In February 2013, soon after the Bureau of Public Enterprises (BPE) executed share sale agreements which saw the “historic” hand-over of the 14 out of the successor companies carved out of the defunct Power Holding Company of Nigeria, (PHCN), the federal, government with a fixed eye on propaganda, proclaimed 2013 the “year of power.” Much hope was raised that the take-over of the generation, transmission and distribution by private investors–someone called them asset strippers–will see the new owners revamping the sector and impacting positively on the nation’s power supply. Last year, most Nigerians celebrated Christmas in darkness. Wherever a new leadership takes over a political or even a business entity, there are changes that often come with that. The new leaders start with a zeal to score quick runs, in this case, improve the level of service to make an immediate good impression. When the new owners of the power companies took over, what Nigerians have experienced is a slip-up. Apart from introducing quite a few faces, nothing, by way of improvement, has come to the consumers.

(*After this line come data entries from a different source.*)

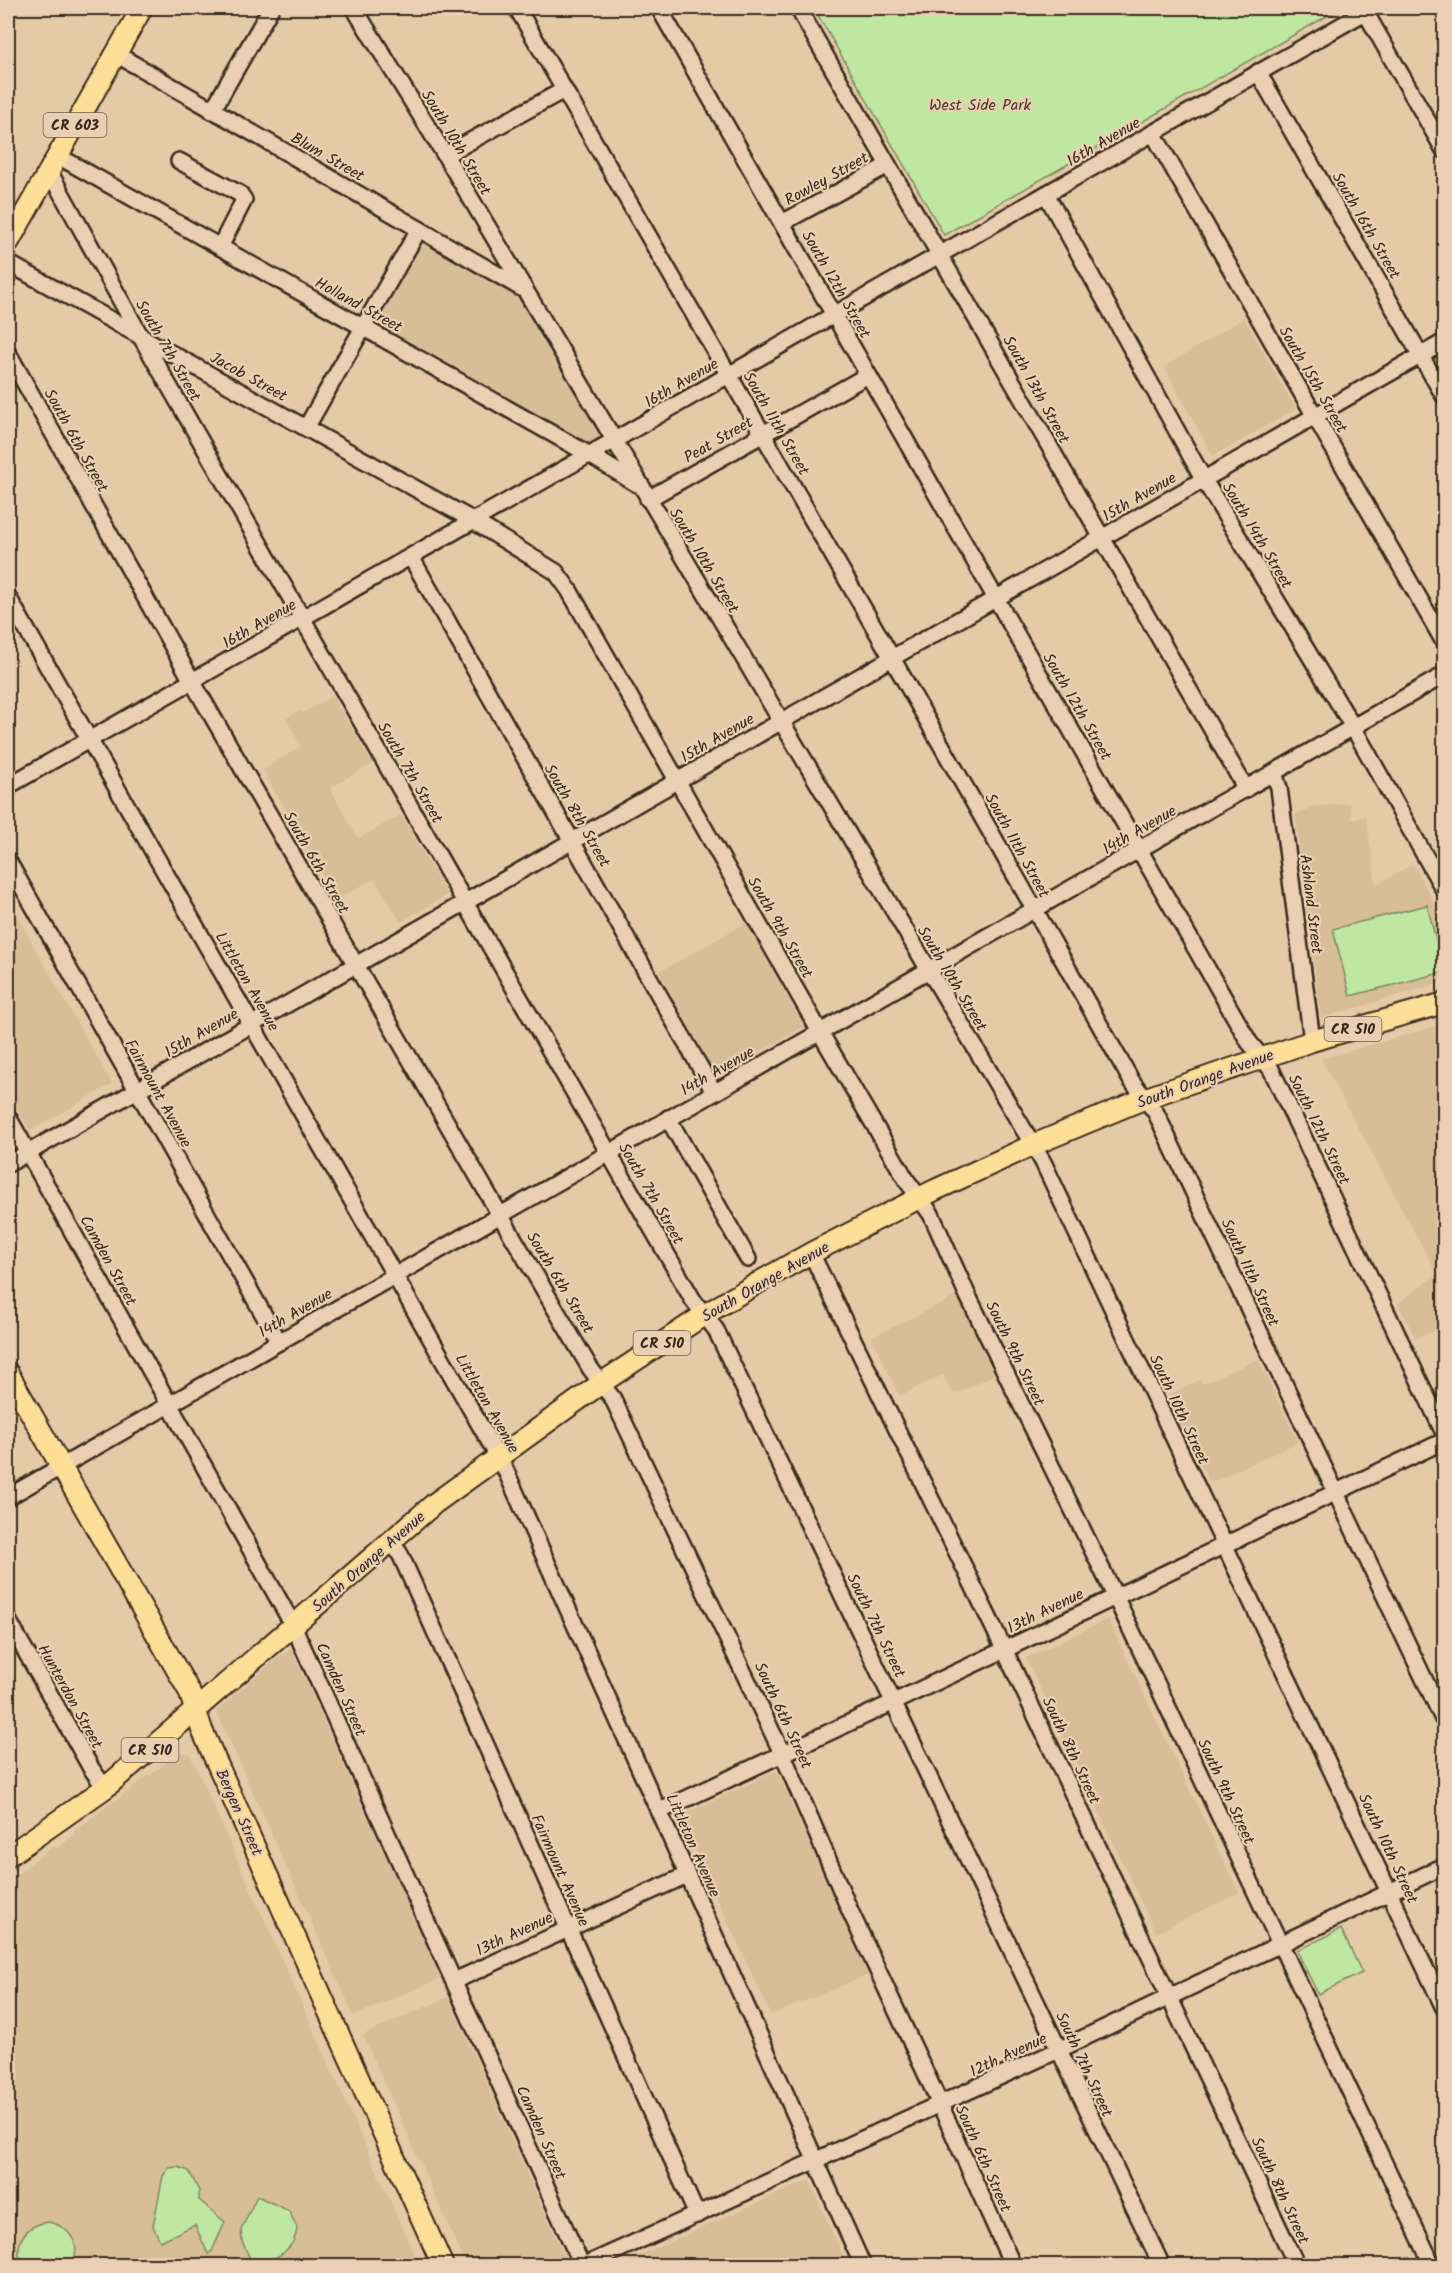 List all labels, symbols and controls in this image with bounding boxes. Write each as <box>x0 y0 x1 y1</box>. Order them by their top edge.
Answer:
street label: South 10th Street <box>414 85 498 201</box>
park label: West Side Park <box>929 93 1032 118</box>
street label: 16th Avenue <box>1062 111 1146 174</box>
road number: CR 603 <box>44 113 106 137</box>
street label: Blum Street <box>286 126 370 189</box>
street label: Rowley Street <box>780 145 874 213</box>
street label: South 16th Street <box>1325 167 1407 285</box>
street label: South 12th Street <box>795 226 877 344</box>
street label: Holland Street <box>310 271 407 340</box>
street label: South 7th Street <box>128 295 207 407</box>
street label: South 15th Street <box>1272 322 1354 439</box>
street label: South 13th Street <box>996 331 1076 449</box>
street label: Jacob Street <box>205 346 292 409</box>
street label: 16th Avenue <box>640 352 724 415</box>
street label: South 11th Street <box>736 367 816 481</box>
street label: South 6th Street <box>37 384 115 498</box>
street label: Peat Street <box>679 410 759 470</box>
street label: 15th Avenue <box>1098 466 1181 529</box>
street label: South 14th Street <box>1215 478 1299 594</box>
street label: South 10th Street <box>662 503 746 619</box>
street label: 16th Avenue <box>218 593 302 656</box>
street label: South 12th Street <box>1036 648 1118 766</box>
street label: 15th Avenue <box>676 707 759 770</box>
street label: South 7th Street <box>370 717 449 829</box>
street label: South 8th Street <box>537 759 617 873</box>
street label: South 11th Street <box>978 789 1056 903</box>
street label: 14th Avenue <box>1098 799 1182 862</box>
street label: South 6th Street <box>276 807 356 920</box>
street label: Ashland Street <box>1292 853 1329 956</box>
street label: South 9th Street <box>740 872 819 984</box>
street label: South 10th Street <box>910 921 994 1037</box>
street label: Littleton Avenue <box>208 927 285 1036</box>
street label: 15th Avenue <box>160 1002 243 1065</box>
road number: CR 510 <box>1324 1017 1382 1041</box>
street label: Fairmount Avenue <box>117 1035 198 1153</box>
street label: 14th Avenue <box>676 1040 760 1103</box>
street label: South Orange Avenue <box>1134 1043 1277 1116</box>
street label: South 12th Street <box>1281 1070 1357 1190</box>
street label: South 7th Street <box>611 1138 690 1250</box>
street label: Camden Street <box>72 1211 143 1311</box>
street label: South 11th Street <box>1214 1215 1286 1331</box>
street label: South 6th Street <box>519 1227 601 1339</box>
street label: South Orange Avenue <box>697 1235 834 1329</box>
street label: 14th Avenue <box>254 1282 338 1345</box>
street label: South 9th Street <box>978 1297 1051 1411</box>
road number: CR 510 <box>634 1331 690 1355</box>
street label: Littleton Avenue <box>448 1349 525 1458</box>
street label: South 10th Street <box>1142 1350 1216 1470</box>
street label: South Orange Avenue <box>306 1505 432 1619</box>
street label: South 7th Street <box>839 1569 912 1683</box>
street label: 13th Avenue <box>1003 1582 1088 1641</box>
street label: Camden Street <box>309 1639 373 1741</box>
street label: Hunterdon Street <box>31 1640 109 1754</box>
street label: South 6th Street <box>747 1658 819 1774</box>
street label: South 8th Street <box>1035 1693 1107 1809</box>
street label: South 9th Street <box>1190 1735 1261 1849</box>
road number: CR 510 <box>122 1738 178 1762</box>
street label: Bergen Street <box>208 1765 269 1861</box>
street label: South 10th Street <box>1351 1789 1425 1909</box>
street label: Littleton Avenue <box>659 1790 727 1902</box>
street label: Fairmount Avenue <box>524 1810 596 1931</box>
street label: 13th Avenue <box>472 1906 557 1963</box>
street label: South 7th Street <box>1048 2008 1119 2122</box>
street label: 12th Avenue <box>966 2027 1051 2084</box>
street label: Camden Street <box>509 2082 573 2184</box>
street label: South 6th Street <box>948 2101 1018 2217</box>
street label: South 8th Street <box>1244 2133 1316 2249</box>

In a hot season as we are now in, with temperatures hovering above 30o Celsius in a majority of cities, and 40 oC and above in the fringe cities of the North, this is a period where there is usually an increase in the demand for power for cooling the environment as well as storage. An increase in demand and declining supply make for a very bad combination. With a population of 170 million, Nigeria requires an average of 40,000 megawatts of electricity. As it is, less than 4,000 or 10 percent is available for both industry and domestic consumption.

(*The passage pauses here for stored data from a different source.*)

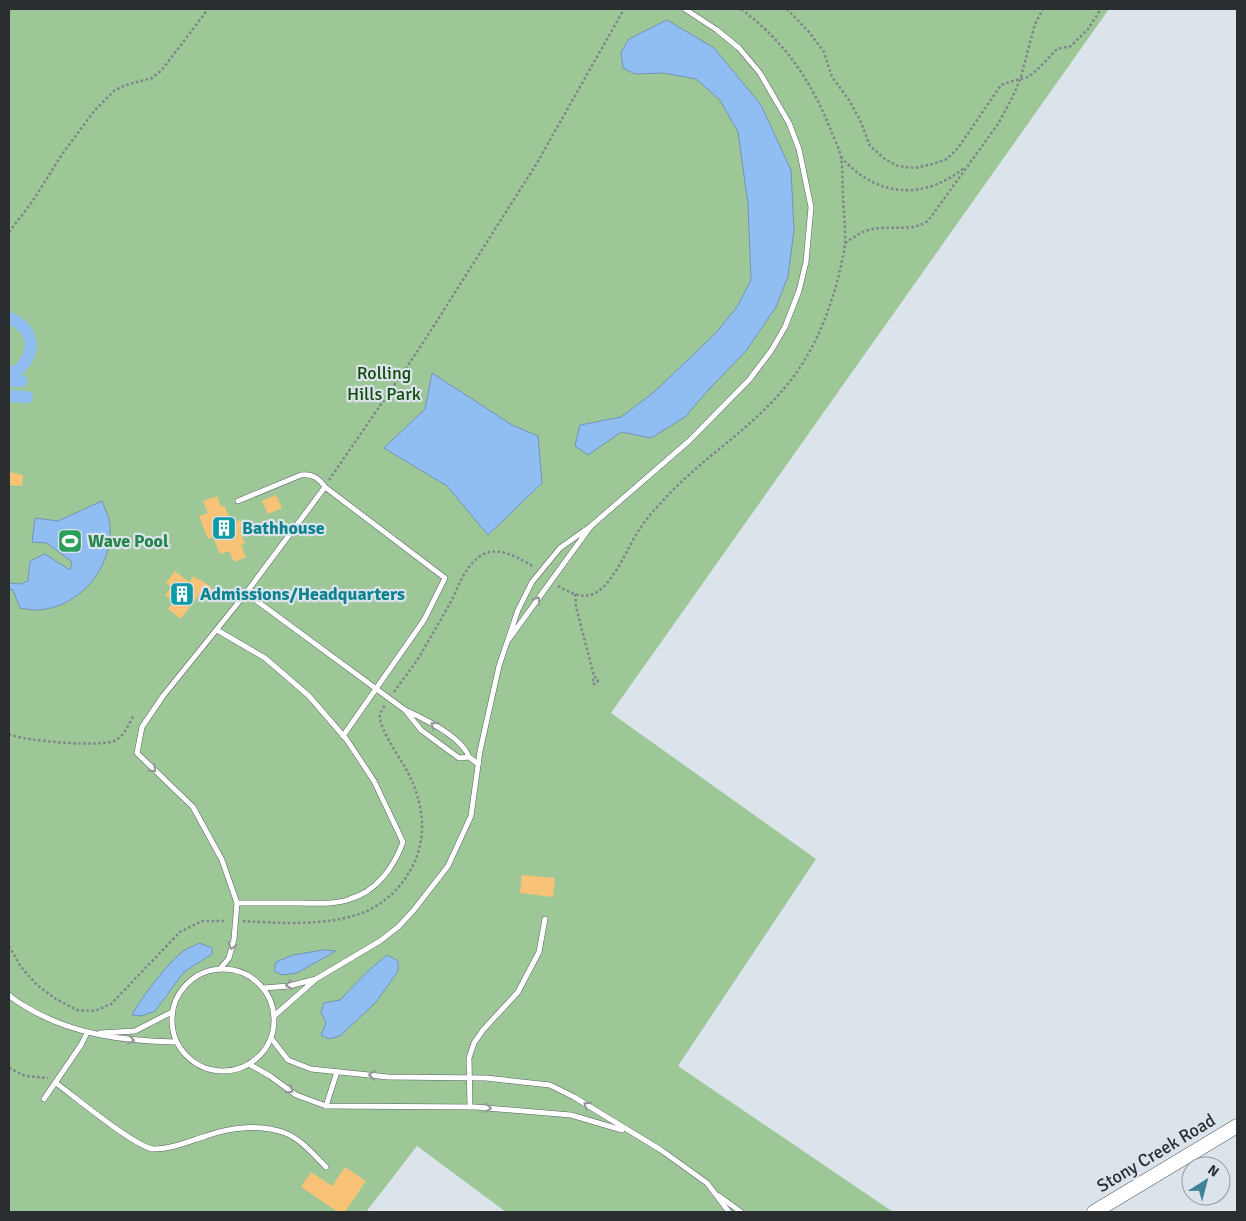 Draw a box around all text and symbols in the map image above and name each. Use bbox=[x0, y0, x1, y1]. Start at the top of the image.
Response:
park label: Rolling Hills Park bbox=[347, 362, 421, 405]
building icon: Bathhouse bbox=[211, 515, 237, 541]
place label: Bathhouse bbox=[242, 517, 325, 539]
sports icon: Wave Pool bbox=[57, 528, 83, 554]
place label: Wave Pool bbox=[88, 530, 169, 552]
building icon: Admissions/Headquarters bbox=[169, 581, 195, 607]
place label: Admissions/Headquarters bbox=[200, 583, 405, 605]
one-way arrow bbox=[531, 596, 540, 606]
one-way arrow bbox=[430, 722, 440, 731]
one-way arrow bbox=[148, 763, 157, 772]
one-way arrow bbox=[228, 942, 238, 950]
one-way arrow bbox=[285, 979, 294, 989]
one-way arrow bbox=[127, 1034, 136, 1044]
one-way arrow bbox=[368, 1070, 376, 1081]
one-way arrow bbox=[285, 1084, 294, 1094]
one-way arrow bbox=[485, 1102, 493, 1113]
one-way arrow bbox=[583, 1102, 592, 1111]
street label: Stony Creek Road bbox=[1093, 1109, 1219, 1197]
north arrow bbox=[1181, 1156, 1231, 1206]
text: N bbox=[1204, 1161, 1222, 1181]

After surrendering to the deteriorating situation for many years, those citizens who believed in the government that things would get better and delayed such investment decisions as the purchase of generating set, are now the wiser. They are bringing out money from savings to buy their own units. For those who can’t afford to do that, there is a booming electricity supply underground by retailers who wire up shops and houses in neighbourhoods, selling power per minute and hour. Without this, women can no longer prepare soup and store it inside refrigerators. They will also have to buy beef and poultry on a day-to-day basis. Government offices that cannot power a whole establishment now buy 2-5 KVA generators, exclusively to power the office of Permanent Secretary or even Minister.

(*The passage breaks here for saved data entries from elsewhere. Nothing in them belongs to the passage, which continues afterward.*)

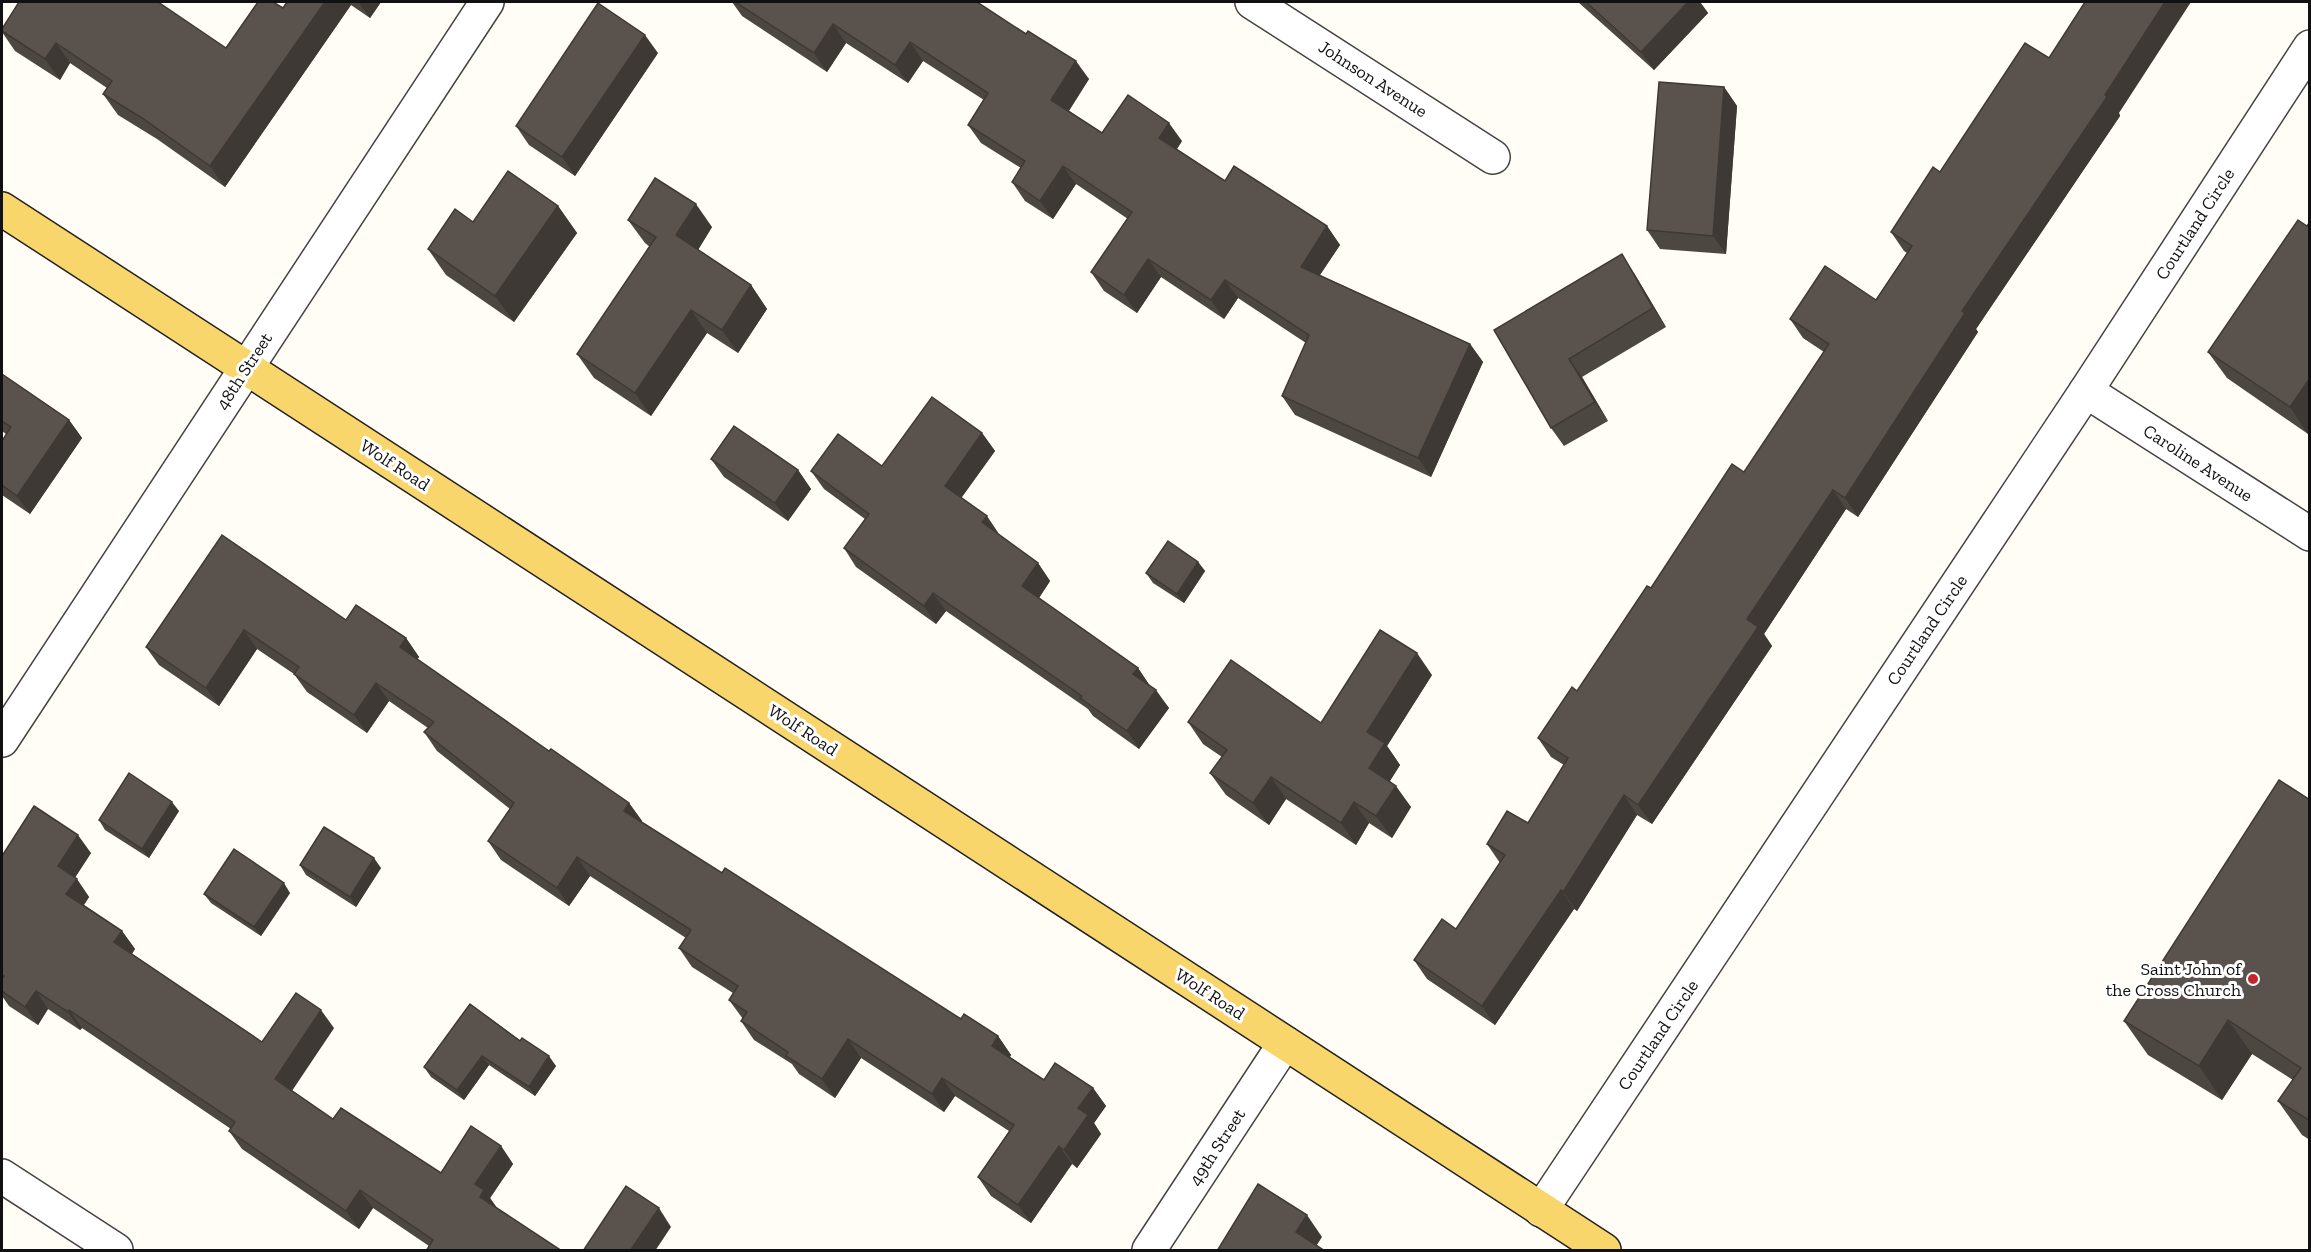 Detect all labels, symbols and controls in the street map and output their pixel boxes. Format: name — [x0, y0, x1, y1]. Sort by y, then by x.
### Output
street label: Johnson Avenue — [1314, 36, 1432, 122]
street label: Courtland Circle — [2151, 164, 2239, 284]
street label: 48th Street — [211, 328, 277, 414]
street label: Caroline Avenue — [2139, 419, 2257, 507]
street label: Wolf Road — [356, 434, 434, 496]
street label: Courtland Circle — [1882, 570, 1972, 690]
street label: Wolf Road — [764, 699, 842, 761]
place label: Saint John of the Cross Church — [2106, 958, 2242, 1001]
street label: Wolf Road — [1171, 963, 1249, 1025]
marker: Saint John of the Cross Church — [2246, 972, 2260, 986]
street label: Courtland Circle — [1613, 975, 1703, 1095]
street label: 49th Street — [1184, 1104, 1250, 1190]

As a television reporter covering the Ministry of Power said, this was how bad things were in the final days of the Shagari administration. At that time, overall national output had dropped to a miserable 900 megawatts. The only difference is that you had the power sector under a state monopoly. You could then by right, hold the Minister and his government responsible for the situation. But state control of the power sector, as argued by many, was counter-productive and eventually was dismantled. With this so-called “significant milestone” by which generation, transmission and distribution are driven by the private sector, government officials are already pointing at the new owners as those responsible for the terrible situation. But government can’t run away from the public. With 80 percent of power plants which are gas-fired deprived of regular gas supply amidst increasing sabotage of gas and oil pipelines in the Delta region, as illustrated by the recent bombing of the gas supply pipeline between Excravos and Warri, it is hard for the government to play ostrich on this matter even if that is their wish. They can’t run away from responsibility by abandoning consumers to the antics of “asset strippers” exploiting the ordinary citizens to their marrow. You wonder why you have a minister of power, with the addition of a junior minister if all they have to do is to drink tea at the Council of Ministers and draw fat salaries and allowances, if they have no power and will to regulate the sector. Why the hell do you have a huge government agency, the National Electricity Regulatory Commission if they cannot ensure market and operating rules in the power sector? Who is there to right the wrongs in the power sector? It doesn’t sound like we have a government in place. If we had one, someone should start worrying about the sliding power supply, insisting on performance and righting the wrongs that are right therefore before everyone’s eyes. Should government be running from its responsibility?